Activity:
Work out how many lines of the data below hold the string "lists". Answer with that number alone.
▶
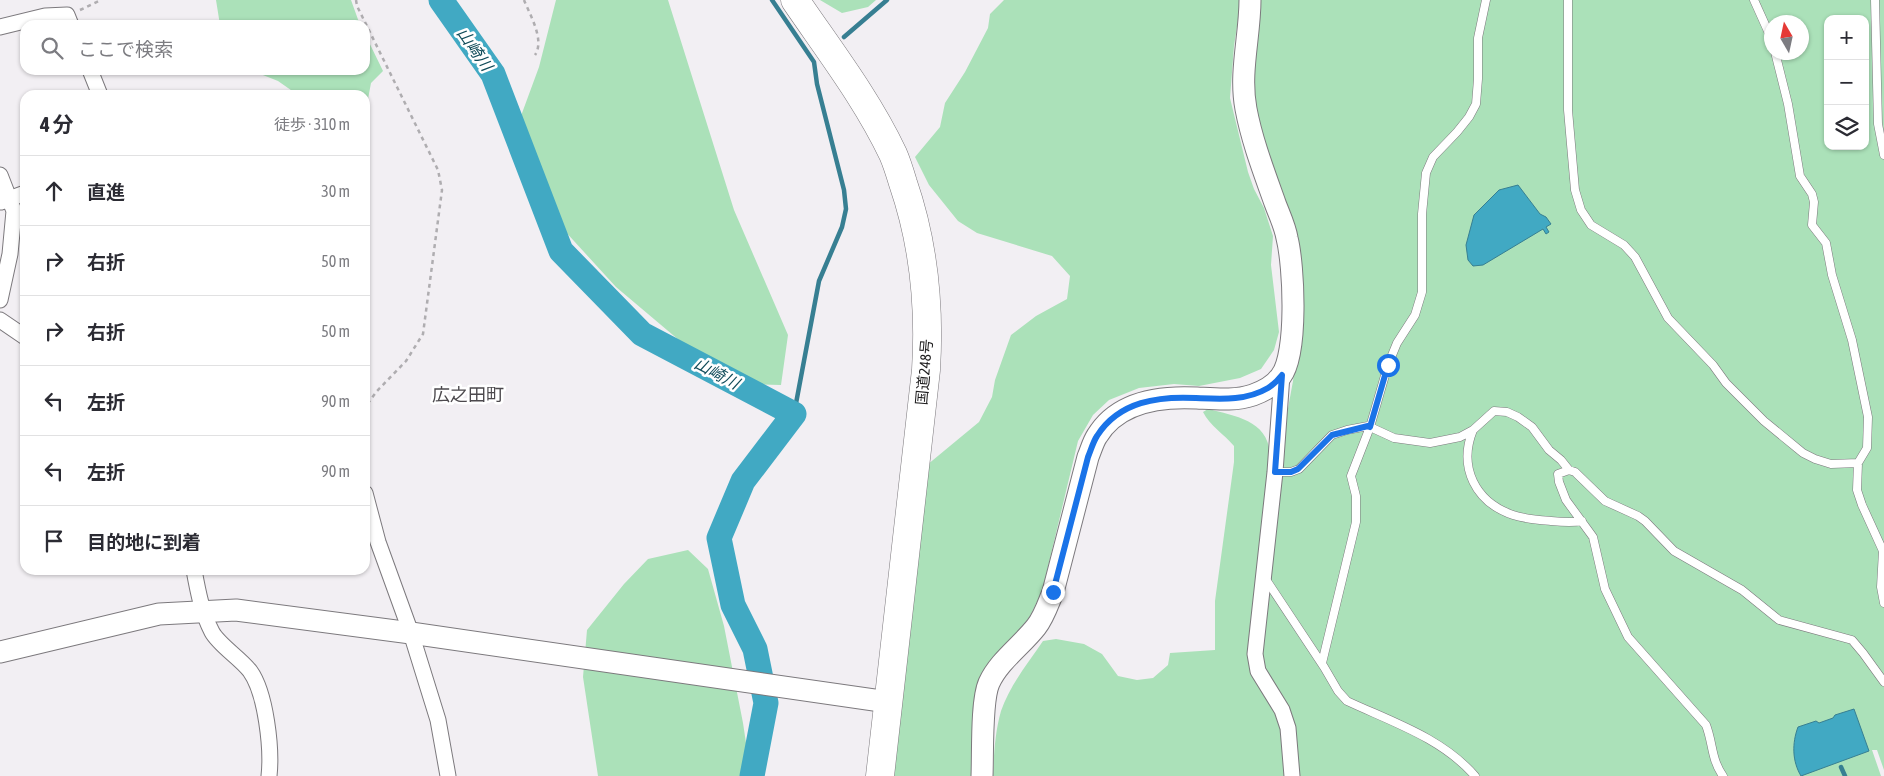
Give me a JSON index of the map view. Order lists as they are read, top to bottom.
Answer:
{
  "streets": {
    "highway": ["国道248号"]
  },
  "districts": ["広之田町"],
  "water": ["山崎川"],
  "north": "top",
  "page": {
    "map_buttons": ["+", "−"],
    "search": "ここで検索",
    "heading": ["4 分", "徒歩 · 310 m"],
    "list": [
      ["直進", "30 m"],
      ["右折", "50 m"],
      ["右折", "50 m"],
      ["左折", "90 m"],
      ["左折", "90 m"],
      "目的地に到着"
    ]
  }
}
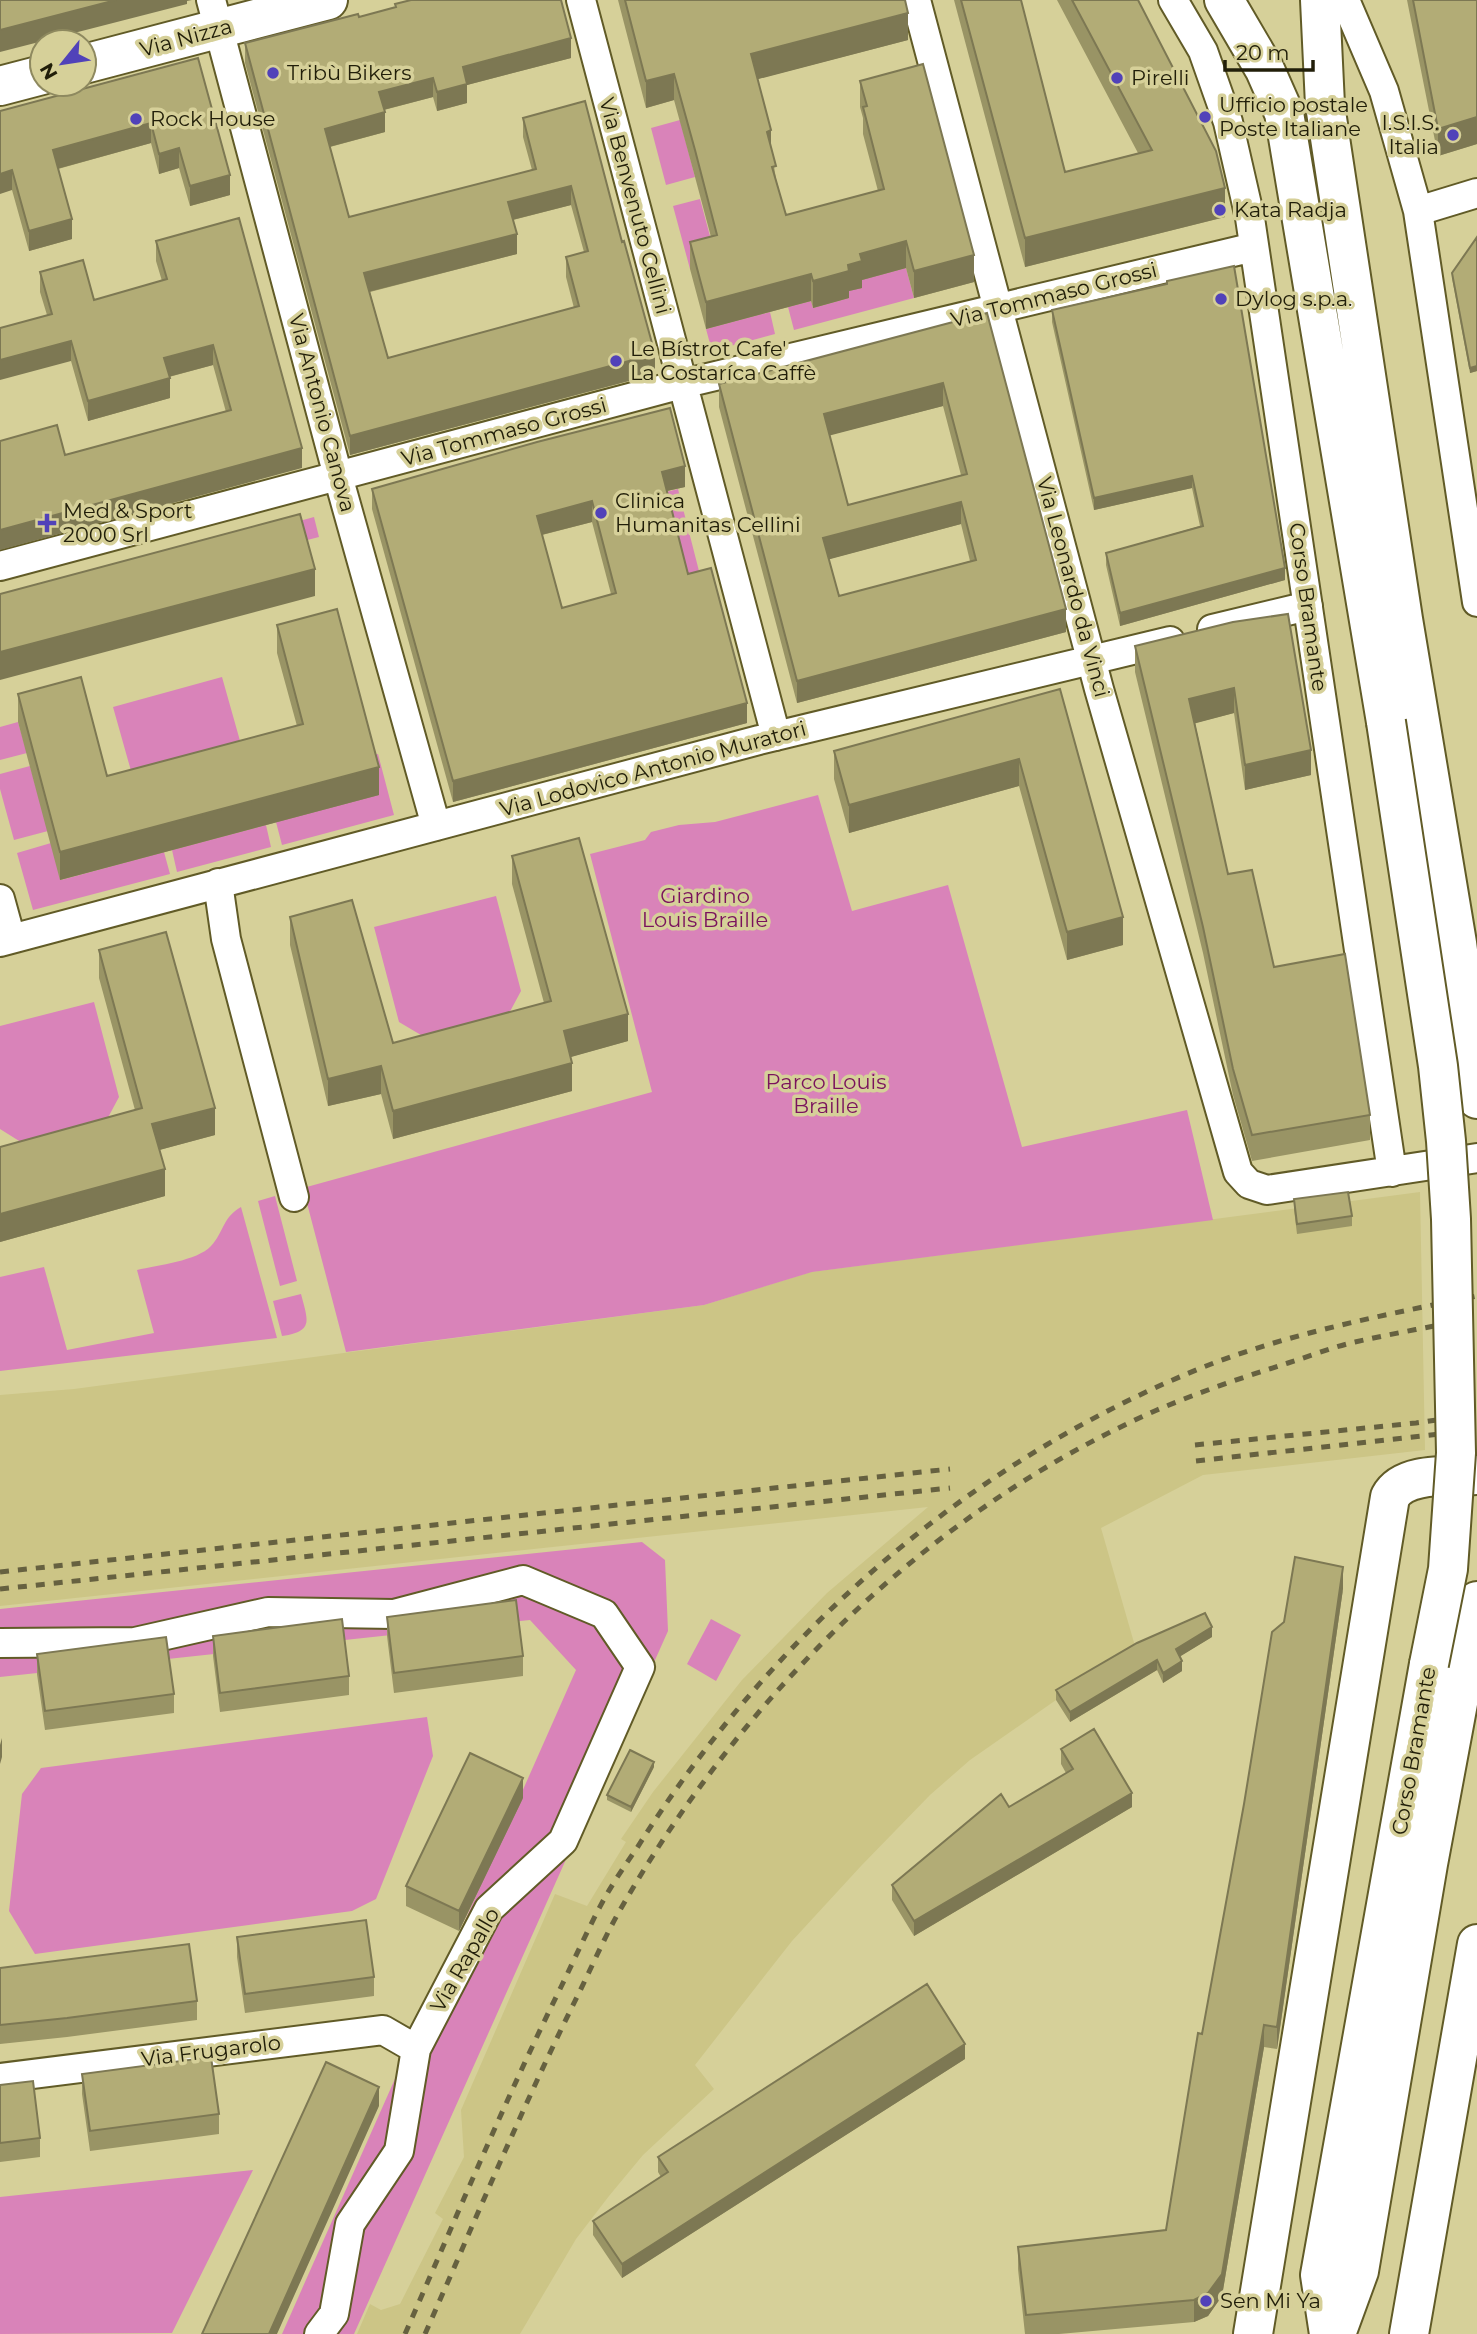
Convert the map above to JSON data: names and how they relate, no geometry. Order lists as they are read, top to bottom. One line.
{"streets":{"main road":["Via Nizza","Corso Bramante"],"street":["Via Benvenuto Cellini","Via Tommaso Grossi","Via Antonio Canova","Via Leonardo da Vinci","Via Lodovico Antonio Muratori","Via Rapallo","Via Frugarolo"]},"crossings":[["Via Nizza","Via Antonio Canova"],["Via Benvenuto Cellini","Via Tommaso Grossi"],["Via Benvenuto Cellini","Via Lodovico Antonio Muratori"],["Via Tommaso Grossi","Via Antonio Canova"],["Via Tommaso Grossi","Via Leonardo da Vinci"],["Via Tommaso Grossi","Corso Bramante"],["Via Antonio Canova","Via Lodovico Antonio Muratori"],["Via Leonardo da Vinci","Corso Bramante"],["Via Leonardo da Vinci","Via Lodovico Antonio Muratori"],["Corso Bramante","Via Lodovico Antonio Muratori"],["Via Rapallo","Via Frugarolo"]],"parks":["Giardino Louis Braille","Parco Louis Braille"],"places":{"other":["Tribù Bikers","Pirelli","Ufficio postale Poste Italiane","Rock House","I.S.I.S. Italia","Kata Radja","Dylog s.p.a.","Le Bístrot Cafe' La Costaríca Caffè","Clinica Humanitas Cellini","Sen Mi Ya"],"health":["Med & Sport 2000 Srl"]},"scale_bar":"20 m","north":"bottom left"}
◀
Output:
2